BRUSSELS, 9 December 2021 – The phaseout of cage systems in EU animal farming to which the European Commission has committed will inevitably bring challenges, but this is not a valid reason to delay the transition beyond 2027, Compassion in World Farming EU said today.
Olga Kikou, Head of Compassion in World Farming EU, was speaking during a panel discussion on the cages phaseout at the conference EU Animal welfare today & tomorrow hosted by the Commission.
“We need to ban cages as soon as possible as these represent a cruel system that doesn’t belong to our present society,” she said. “We can learn lessons from the past. The phaseout of barren battery cages for hens took longer than planned and even after the end of a long transition period many Member States still didn’t comply with the law. [For the phaseout of all caged systems] we need to implement a transition period that is as short as possible, and we need to be strict about it.”
Two key women united for animal welfare
EU Commissioner for Health and Food Safety Stella Kyriakides and Dr Jane Goodall, PhD, DBE, Founder – The Jane Goodall Institute and UN Messenger for Peace, also spoke in favor of shifting to more plant-based diets. “I stopped eating meat when I heard about factory farming. I looked at the piece of meat in my plate and I thought this symbolises pain, fear, death. I don’t want to eat it!,” Dr Goodall said.
Both underlined the significance of the ‘End the Cage Age’ European Citizens’ Initiative, which was signed by 1.4 million citizens across all EU countries and led to the Commission’s commitment. “In a democracy we have the duty to make citizens' voices heard even if this entails compromises.” Commissioner Kyriakides emphasized.
Quality over quantity, a system change
Ms. Kikou pointed out that, in making EU animal agriculture less intensive, ending caged farming would help to deliver the environmental benefits sought by the EU Green Deal.
“Over 9 billion land animals are slaughtered in the EU every year. The current industrial agriculture system requires huge quantities of feed whose production is causing enormous deforestation and irreversible land degradation around the world. Shifting to a different model of agriculture in which we privilege quality over quantity, with fewer animals in much better conditions, will be good for animals, humans and the planet,” she said.
Ms Kikou added that reducing the number of animals kept in close confinement by banning cages would also help prevent the spread of zoonotic diseases. This point was validated by a European Food Safety Agency scientist participating in the panel discussion who said “shifting to outdoors systems does not represent a threat to biosecurity, which can be achieved also without cages.”

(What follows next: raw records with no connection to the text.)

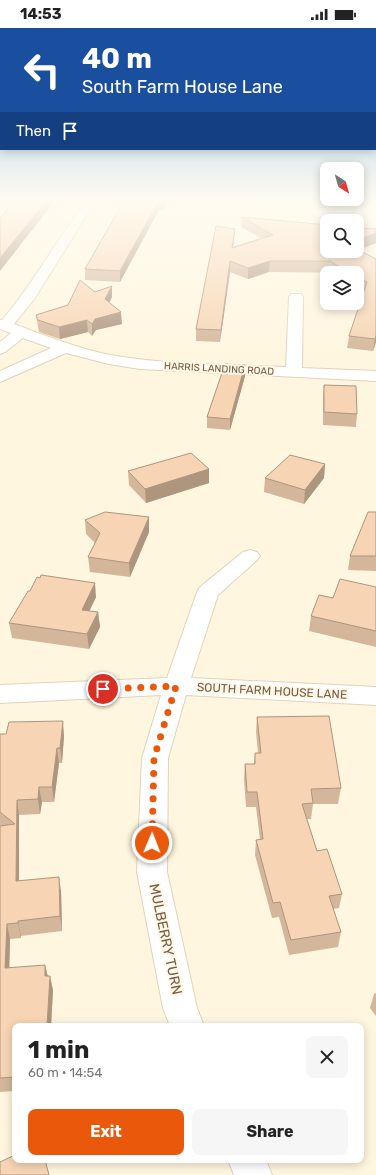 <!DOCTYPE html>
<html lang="en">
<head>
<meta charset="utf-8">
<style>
	body { margin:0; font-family:Rubik,sans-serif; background:#f6f6f6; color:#222; height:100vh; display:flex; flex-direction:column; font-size:15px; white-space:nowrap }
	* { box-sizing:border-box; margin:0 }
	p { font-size:13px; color:#767676 }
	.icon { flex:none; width:22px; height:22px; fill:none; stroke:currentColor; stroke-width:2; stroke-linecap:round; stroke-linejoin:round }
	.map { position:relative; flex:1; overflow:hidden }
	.side { position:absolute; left:12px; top:995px; width:352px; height:140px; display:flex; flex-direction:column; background:#fff; border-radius:8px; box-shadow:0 2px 10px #0003 }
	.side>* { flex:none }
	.banner { position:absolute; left:0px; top:0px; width:376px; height:122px; box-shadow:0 2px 10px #0003; background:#1a4fa0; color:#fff; overflow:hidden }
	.needle { width:26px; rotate:143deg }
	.controls { position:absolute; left:320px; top:134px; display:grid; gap:8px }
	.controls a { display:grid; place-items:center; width:44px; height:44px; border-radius:8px; background:#fff; box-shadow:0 2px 10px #0003; font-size:20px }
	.pin { position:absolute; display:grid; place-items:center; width:34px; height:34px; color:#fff; margin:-17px; border:2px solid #fff; border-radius:50%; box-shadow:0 1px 4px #0007 }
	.me { position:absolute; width:44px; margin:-22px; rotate:1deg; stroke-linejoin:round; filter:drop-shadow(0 0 3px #0008) }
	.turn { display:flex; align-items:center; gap:14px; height:84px; padding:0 16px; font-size:18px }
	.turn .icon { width:52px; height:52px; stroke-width:2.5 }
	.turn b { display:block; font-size:28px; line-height:34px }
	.then { display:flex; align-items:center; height:38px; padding:0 16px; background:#0003; gap:8px; font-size:15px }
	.round { display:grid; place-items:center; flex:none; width:42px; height:42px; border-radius:8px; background:#f6f6f6 }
	.overview { display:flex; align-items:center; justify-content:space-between; height:68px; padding:0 16px }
	h1 { font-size:24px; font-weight:700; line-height:30px }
	.button { display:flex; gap:8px; margin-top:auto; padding:8px 16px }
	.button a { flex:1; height:46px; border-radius:8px; background:#ea580c; color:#fff; font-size:16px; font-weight:700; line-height:46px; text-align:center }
	.button a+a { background:#f6f6f6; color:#222 }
	.status { display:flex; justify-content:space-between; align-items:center; height:28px; padding:0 20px; background:#fff; direction:ltr }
	.status svg { height:11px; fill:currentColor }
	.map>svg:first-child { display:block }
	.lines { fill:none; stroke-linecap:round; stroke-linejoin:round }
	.minor-casing { stroke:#e3d2ba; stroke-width:2 }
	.minor { fill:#fff; fill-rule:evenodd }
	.wall { fill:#d4b79b }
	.shaded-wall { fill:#ad957e }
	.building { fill:#f7d5b4; stroke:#ad957e }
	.route { stroke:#ea580c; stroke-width:7; stroke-dasharray:0 12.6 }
	.labels { text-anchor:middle; stroke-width:4; stroke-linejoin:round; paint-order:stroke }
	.far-street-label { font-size:10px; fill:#775c44; stroke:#fff8e7 }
	.street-label { font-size:12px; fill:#775c44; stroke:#fff8e7 }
	.near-street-label { font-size:14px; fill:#775c44; stroke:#fff8e7 }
</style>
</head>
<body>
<div class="status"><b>14:53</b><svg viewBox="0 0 49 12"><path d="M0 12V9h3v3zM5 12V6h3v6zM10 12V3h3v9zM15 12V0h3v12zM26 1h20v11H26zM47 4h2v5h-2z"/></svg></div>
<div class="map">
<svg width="376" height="1147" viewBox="0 0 376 1147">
	<rect width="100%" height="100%" fill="#fff6df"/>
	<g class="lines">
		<defs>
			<path id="minor" d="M88 171H99L84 191 35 270 14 296C46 308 77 320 110 327 168 337 228 337 286 339L289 269 291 266H301L303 269 302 340 376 343V353L140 341 109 336 66 325 0 354V343L51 320 23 310 5 324 0 326V314L11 305 0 301V292H2C35 254 57 210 88 171Z
				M331 171H342L324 189H316L314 187 316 185Z
				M250 522 257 524 260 528 257 532 218 567 191 650 376 659V677L186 667 168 730 167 844 197 980 204 998H170L163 980 137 844 142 730 161 667 0 675V657L167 650 197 564 200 559 243 524Z
				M228 1132H266L272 1147H234Z"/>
		</defs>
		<use href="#minor" class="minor-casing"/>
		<use href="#minor" class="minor"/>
	</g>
	<path class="wall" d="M125 171H168L163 182H159L120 254 85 252V241Z
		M266 171H281L280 173Z
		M242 189 376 201V215L359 222 376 231V314L373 323 347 320 349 308 364 265 357 261V245L269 244 248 251 230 244 220 314 196 313V301L234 211 233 219 261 210 241 199Z
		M112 258V269L109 275 122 296 96 302 92 308 88 304 60 311 39 304 38 299 36 287 68 277 95 264Z
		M245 348 230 402 207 400V389Z
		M324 357 357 386 356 399 323 397V369Z
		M325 436 324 450 304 476 264 464 265 450Z
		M128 443 209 455 146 475 129 457Z
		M376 484V543L348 542 350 528Z
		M85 492 149 504 130 549 90 544 88 529 95 515 86 506Z
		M376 559V619L309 603 311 588 333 570Z
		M96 569 89 583 98 584 100 599 89 621 12 610 9 595Z
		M257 689 341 760 338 776H313L311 791H307L317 823 342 866 339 880 333 881 341 904 338 919 289 927 279 889 272 890 255 827 256 812H260L256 779H246L244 751 245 736H254L255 725H258L256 704Z
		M0 706 64 708 62 735H59L54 774H42L40 786 19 787V853L61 863 62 903 21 908V910L10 911 9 940 45 937 48 948 53 962 51 998H15V1063L0 1064V798H1L0 797Z
		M376 965V988L370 980 374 966Z"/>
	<path class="shaded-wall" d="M48 171H55L50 179 0 243V230Z
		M163 171H168L163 182Z
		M159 172V182L120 254V243Z
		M235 201 234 211 232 230V220Z
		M376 205V215L357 222V212Z
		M230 233V244L220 314 221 302Z
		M270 233 269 244 248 251V240Z
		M112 258V269L105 283V271Z
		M121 284 122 296 96 302 92 308V296L95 291Z
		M87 292 88 304 60 311 59 299Z
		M376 307V314L373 323 375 311Z
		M245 337V348L230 402V391Z
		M325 436 324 450 304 476 305 462Z
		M209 441V455L146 475 145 461Z
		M149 489V504L130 549 129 535Z
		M95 555 96 569 83 597 82 582Z
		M98 584 100 599 89 621 87 606Z
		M63 693 64 708 62 735 60 720Z
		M57 720 59 735 54 774 52 759Z
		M39 759 42 774 40 786 38 771Z
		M17 772 19 787V868L16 853Z
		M59 849 61 863 62 903 60 888Z
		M18 893 21 908V910L18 895Z
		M7 896 10 911 9 954 5 940Z
		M45 937 48 951 45 948Z
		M50 948 53 962 51 998H47Z"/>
	<path class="building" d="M16 171H48L0 230V190Z
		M125 171H163V172H159L120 243 85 241Z
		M242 189 327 197V223H357V221L376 231V307L375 311 349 308 367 254 357 249V245H350L330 233H270L248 240 230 233 221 302 196 301 216 198 235 201 232 220 273 207Z
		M357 200 376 201V205L357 212Z
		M80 252 95 264 112 258 105 271 121 284 95 291 92 296 87 292 59 299 38 292 36 287 68 277Z
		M225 336 245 337 230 391 207 389Z
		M324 357 356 358 357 386 324 384Z
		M191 425 209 441 145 461 128 443Z
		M290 427 325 436 305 462 265 450Z
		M105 484 149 489 129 535 88 529 100 505 85 492Z
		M368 484H376V528H350Z
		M41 547 95 555 82 582 98 584 87 606 9 595 28 563H30L37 549 40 550Z
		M340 551 376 559V603L311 588 319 567 333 570Z
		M329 688 341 760 311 761 313 775 302 776 317 823 327 821 342 866 329 868 341 904 291 912 280 874 273 875 256 812 263 811 257 764H247L245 736H255V725H261L257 689Z
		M63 693 60 720H57L52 759H39L38 771 17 772 16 853 59 849 60 888 18 893V895L7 896 5 940 45 937V948H50L47 998H15V1049L0 1050V798L15 796 0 784V706H6L9 694Z
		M15 1127V1132H45L49 1147H0V1134Z"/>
	<linearGradient id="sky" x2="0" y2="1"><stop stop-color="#92c4e9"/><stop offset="0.52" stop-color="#fffbf1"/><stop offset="1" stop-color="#fffbf1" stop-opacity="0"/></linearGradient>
	<rect width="376" height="331" fill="url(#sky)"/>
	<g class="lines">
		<path class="route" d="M103 661 176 658 154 730 152 815"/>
	</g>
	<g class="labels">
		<g class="far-street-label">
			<text transform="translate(219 340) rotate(3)" y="4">HARRIS LANDING ROAD</text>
		</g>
		<g class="street-label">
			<text transform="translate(272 663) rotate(3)" y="4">SOUTH FARM HOUSE LANE</text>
		</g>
		<g class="near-street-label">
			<text transform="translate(166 911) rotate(78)" y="5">MULBERRY TURN</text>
		</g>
	</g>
</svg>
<div class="controls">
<a><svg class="needle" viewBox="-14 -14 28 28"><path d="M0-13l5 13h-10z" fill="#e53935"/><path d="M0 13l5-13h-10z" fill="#767676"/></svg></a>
<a><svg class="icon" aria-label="search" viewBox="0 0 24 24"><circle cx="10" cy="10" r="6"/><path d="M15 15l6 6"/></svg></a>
<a><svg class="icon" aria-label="layers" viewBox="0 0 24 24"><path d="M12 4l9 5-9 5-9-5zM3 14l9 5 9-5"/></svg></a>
</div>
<div class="pin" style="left:103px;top:661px;background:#d93025"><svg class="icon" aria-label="arrive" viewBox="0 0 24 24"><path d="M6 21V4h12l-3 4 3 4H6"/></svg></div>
<svg class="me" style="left:152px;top:815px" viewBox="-20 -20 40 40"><circle r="17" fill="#ea580c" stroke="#fff" stroke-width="3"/><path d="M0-11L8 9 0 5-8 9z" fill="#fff"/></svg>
<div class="banner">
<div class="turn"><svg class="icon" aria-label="left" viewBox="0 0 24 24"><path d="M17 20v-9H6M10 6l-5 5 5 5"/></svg><div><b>40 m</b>South Farm House Lane</div></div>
<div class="then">Then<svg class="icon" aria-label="arrive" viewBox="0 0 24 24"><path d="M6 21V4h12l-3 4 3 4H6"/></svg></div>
</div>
<section class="side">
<div class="overview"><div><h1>1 min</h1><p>60 m · 14:54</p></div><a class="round"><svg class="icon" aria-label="close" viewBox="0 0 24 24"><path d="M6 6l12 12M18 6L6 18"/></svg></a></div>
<div class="button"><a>Exit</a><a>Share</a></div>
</section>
</div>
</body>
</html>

Our priorities for Animal welfare
The conference also addressed crucial animal welfare issues during transport, slaughter and at farm level. Compassion in World Farming EU calls for the following changes to be included in the revision of EU animal welfare legislation currently under preparation by the Commission:
- Ban live animal exports to third countries by all transport modes and replace them with trade in meat, carcasses and genetic materials;
- Adopt measures to reduce and effectively regulate transport of animals within the EU;
- Ban painful stunning and slaughter methods (e.g. CO2 stunning for pigs, grinding up of live male chicks);
- Adopt species-specific legislation for the protection of all species currently not covered, including invertebrates and aquatic animals;
- Implement a mandatory EU method of production label for all animal products.